Ach, unsere Bischöfe, Verteidiger des rechten Glaubens?
Wo denken Sie hin!

Wie haben Sie auf diese Glaubenskrise reagiert?   

Ich nahm die bekannten Melodien des Bardaisan und seines Sohnes Harmonios und unterlegte sie mit neuen, rechtgläubigen Texten. So streute ich mit meinen Hymnen gegen die Häresien die rechte Lehre unter das Volk. Der Gesang erreicht die Herzen der Gläubigen tiefer und intensiver als die Predigt.   

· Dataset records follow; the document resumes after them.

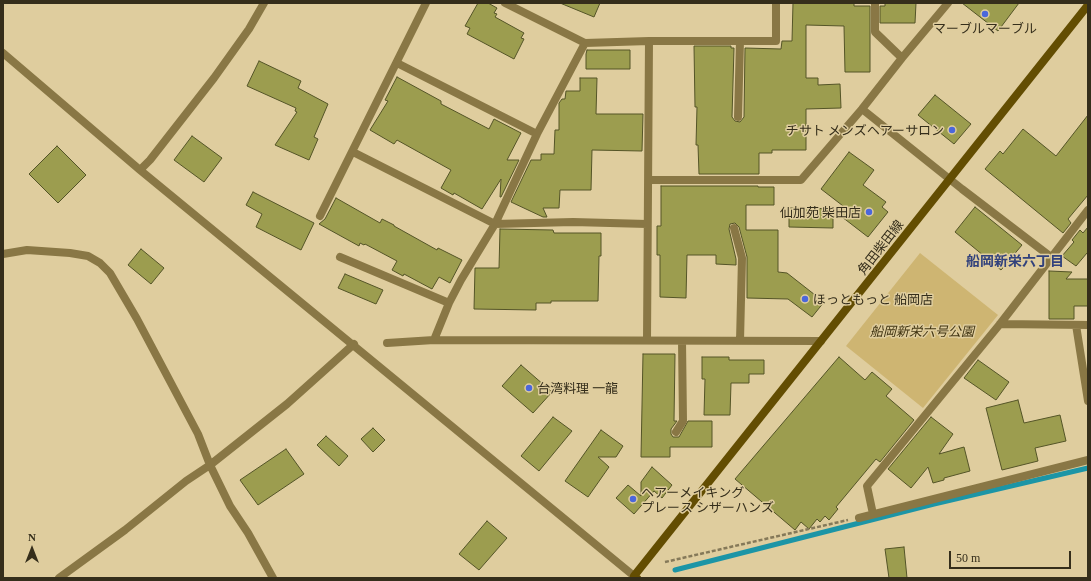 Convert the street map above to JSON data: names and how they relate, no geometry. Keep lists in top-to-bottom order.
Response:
{
  "streets": {
    "main road": ["角田柴田線"]
  },
  "districts": ["船岡新栄六丁目"],
  "parks": ["船岡新栄六号公園"],
  "places": [
    "マーブルマーブル",
    "チサト メンズヘアーサロン",
    "仙加苑 柴田店",
    "ほっともっと 船岡店",
    "台湾料理 一龍",
    "ヘアーメイキング プレース シザーハンズ"
  ],
  "scale_bar": "50 m",
  "north": "top"
} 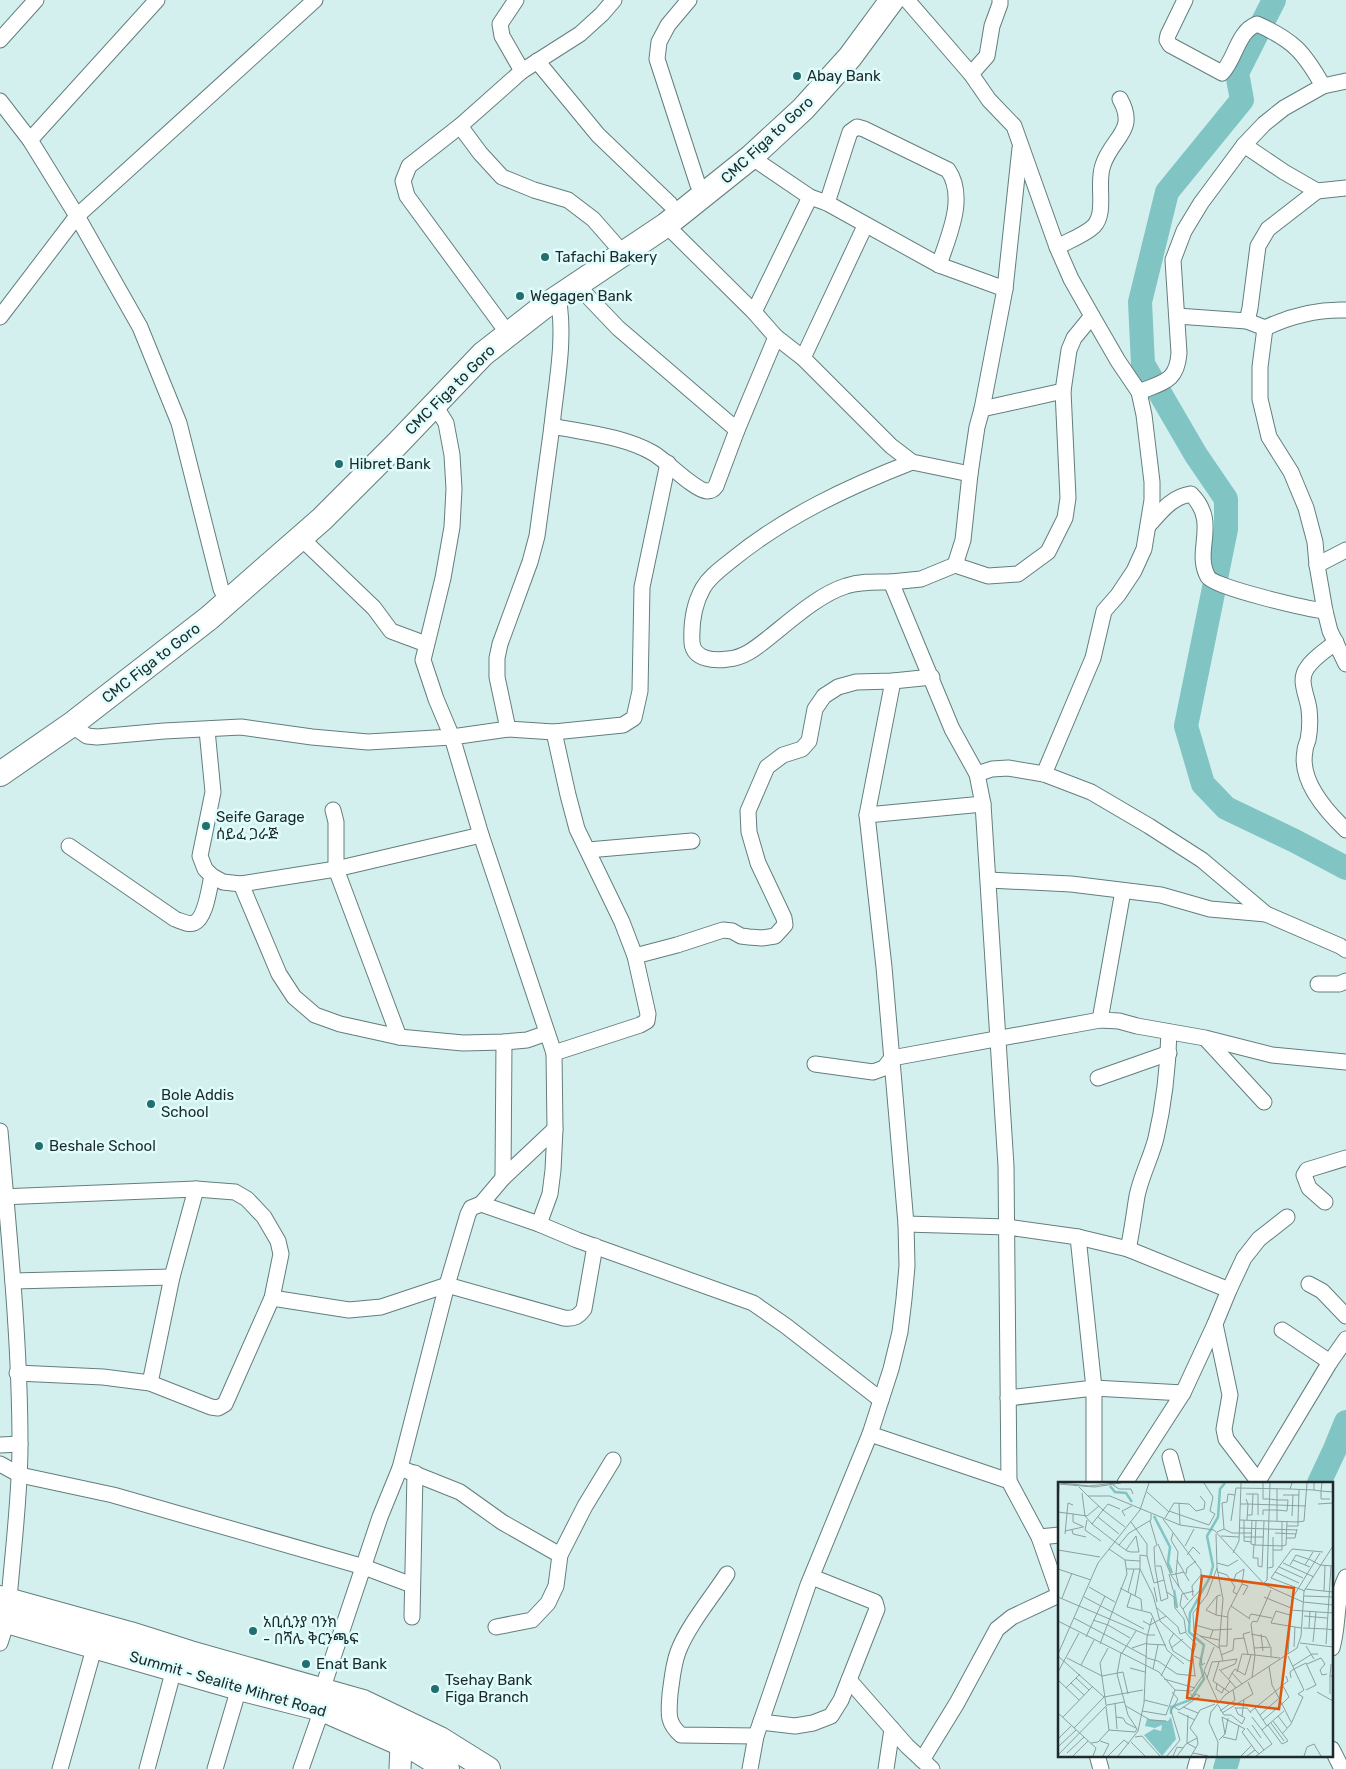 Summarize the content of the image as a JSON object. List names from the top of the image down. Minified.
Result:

Wäre das aber nicht die Aufgabe der Bischöfe gewesen?  

Ach, unsere Bischöfe, Verteidiger des rechten Glaubens? Wo denken Sie hin! Die sind doch hier in den Ostprovinzen allesamt Arianer oder, schlimmer noch, Eunomianer. Wir Rechtgläubigen sind nur eine kleine Minderheit in Edessa. Man beschimpft uns als Palutianer. Dabei war Palut ein guter Bischof, der in Gemeinschaft mit Antiochien und Rom stand. In Nisibis hatte ich auch Glück mit meinem Bischof Jakob.  

Warum? 

Er war noch 325 in Nizäa und hat das Glaubensbekenntnis mit unterschrieben; sein Nachfolger Vologeses war theologisch nicht besonders auffällig. Dafür war er ein begnadeter Baubischof; er vergrößerte seine Kirche und baute ein neues Baptisterium. Über die Menge an Taufbewerbern können wir uns nicht beklagen; an dem sittlichen Niveau und dem katechetischen Standard müssen wir noch arbeiten. Das ist meine Aufgabe als Diakon. 

Zum Schluss noch eine Frage. Sie sind Dichter und Theologe. Wie unterscheidet sich Ihre Art, Theologie zu betreiben, von jener der Neuerer in Edessa? 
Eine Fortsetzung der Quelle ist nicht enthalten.